Task goal — Leaving out every picture, quote the data below exactly as it appears.

━━ Exercise inputs ━━

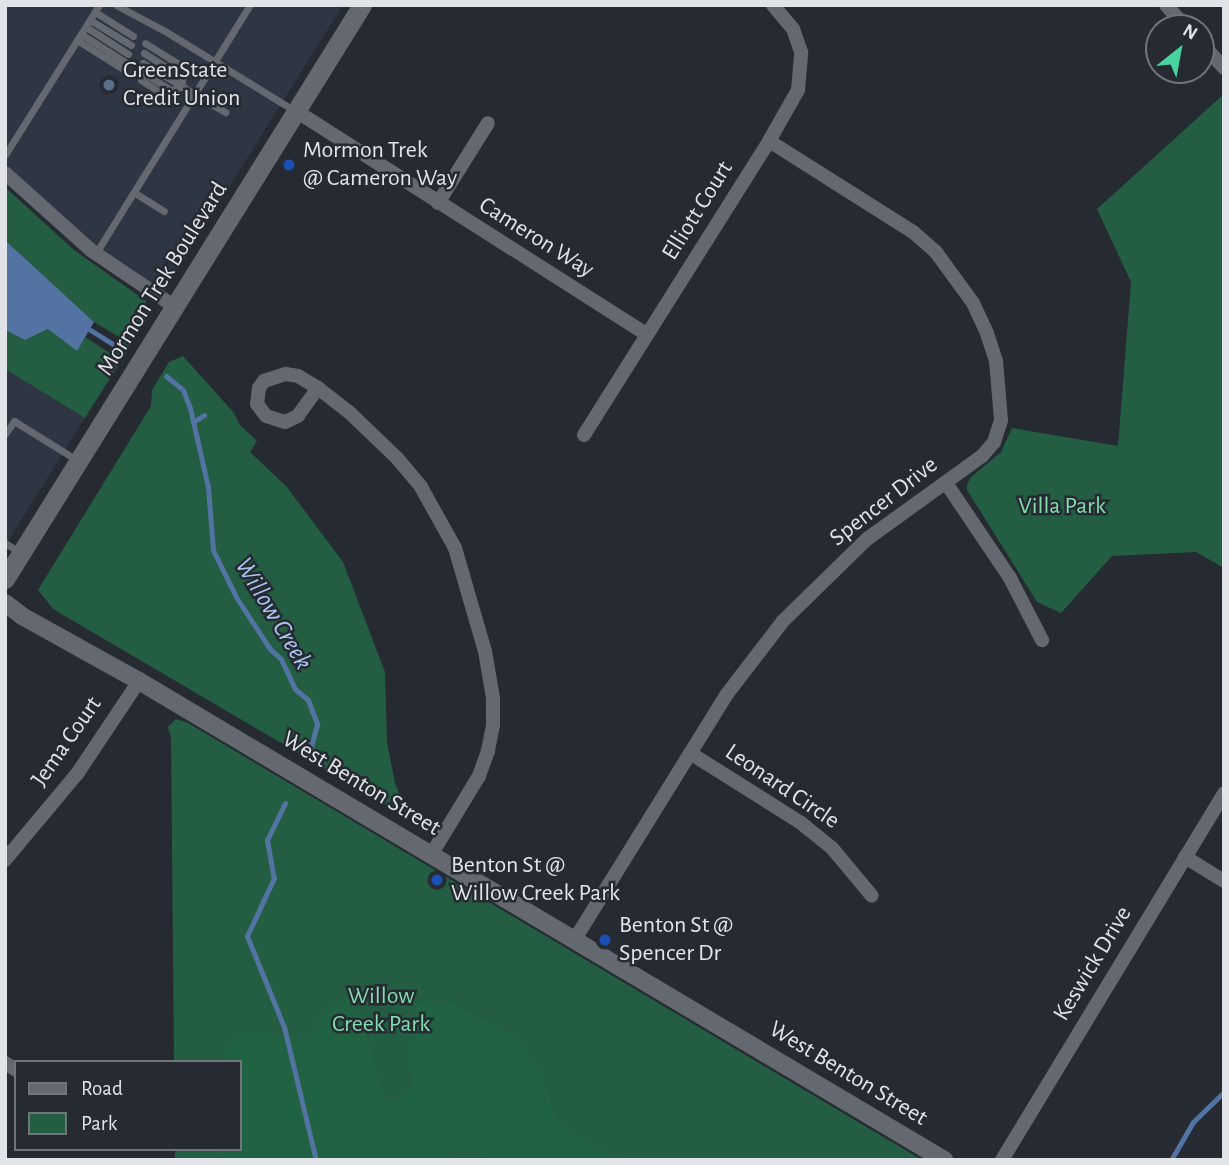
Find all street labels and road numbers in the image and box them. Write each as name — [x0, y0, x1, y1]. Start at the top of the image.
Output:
street label: Elliott Court — [656, 156, 740, 266]
street label: Mormon Trek Boulevard — [92, 177, 234, 381]
street label: Cameron Way — [473, 191, 599, 285]
street label: Spencer Drive — [824, 451, 944, 553]
street label: Jema Court — [26, 691, 108, 793]
street label: West Benton Street — [277, 725, 445, 843]
street label: Leonard Circle — [719, 738, 845, 836]
street label: Keswick Drive — [1048, 901, 1138, 1027]
street label: West Benton Street — [764, 1015, 932, 1133]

━━━

Your solution —
Find all street labels and road numbers in the image and box them. Write each as name — [x0, y0, x1, y1]. Start at the top of the image.
Output:
street label: Elliott Court — [656, 156, 740, 266]
street label: Mormon Trek Boulevard — [92, 177, 234, 381]
street label: Cameron Way — [473, 191, 599, 285]
street label: Spencer Drive — [824, 451, 944, 553]
street label: Jema Court — [26, 691, 108, 793]
street label: West Benton Street — [277, 725, 445, 843]
street label: Leonard Circle — [719, 738, 845, 836]
street label: Keswick Drive — [1048, 901, 1138, 1027]
street label: West Benton Street — [764, 1015, 932, 1133]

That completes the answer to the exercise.